Wow, that’s a really good question. I fall in love with every role I do. I often get asked, “what’s my favorite role to play?” And that’s always really difficult to answer because I try to not have a hierarchy in my love and appreciation for the roles that I perform. For, I want to be able to give each one of them the attention & admiration and the love & respect that it deserves. I tried to find a way for my favorite piece and my favorite role to be what I’m working on at the moment. But now, having a lot of roles under my belt, there definitely are some roles that I haven’t done that I would love to do including within the Mozarteum canon, the role of Papageno in The Magic Flute.

Either he’s very silly or a very funny character and therefore very popular. I think there’s deep pain underneath his silliness and humor, that he’s masking this curse upon him. He has to live his days as a bird and knowing deep down in his heart that he is a man who just once knew the simple things in life, like love, compassion and understanding. I would love to be able to dig into that role and find some humanity to bring to that role.

Now, I read somewhere that you are among the artists in the New York Festival of Song Records, Singles Volume One, which just recently came out and I’d like to know, what was your contribution to the album?

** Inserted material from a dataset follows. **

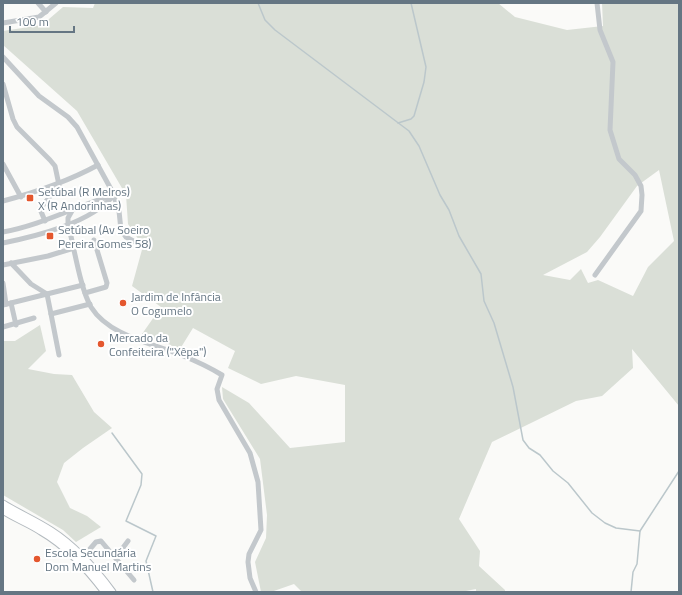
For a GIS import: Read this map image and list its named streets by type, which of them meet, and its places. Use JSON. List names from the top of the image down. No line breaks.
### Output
{"places":{"transit":["Setúbal (R Melros) X (R Andorinhas)","Setúbal (Av Soeiro Pereira Gomes 58)"],"other":["Jardim de Infância O Cogumelo","Mercado da Confeiteira (\"Xêpa\")","Escola Secundária Dom Manuel Martins"]},"scale_bar":"100 m"}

One of the things it’s a really, really special album is the founder of New York Festival of Song and also the curator of this album & the pianist on the album, Steven Blier. He is nothing short of a genius. He is one of the smartest people I know as well as one of the most talented collaborative pianists on the piano on the planet. And for decades now, he has put on performances with the New York Festival of Song celebrating song in general, all kinds of songs, their motto is “no song is safe from us.” And they will perform anything from Schubert and Schumann to Bessie Smith, and W.C. Handy and Duke Ellington. I think that what’s special about it, it always has the same amount of integrity and research.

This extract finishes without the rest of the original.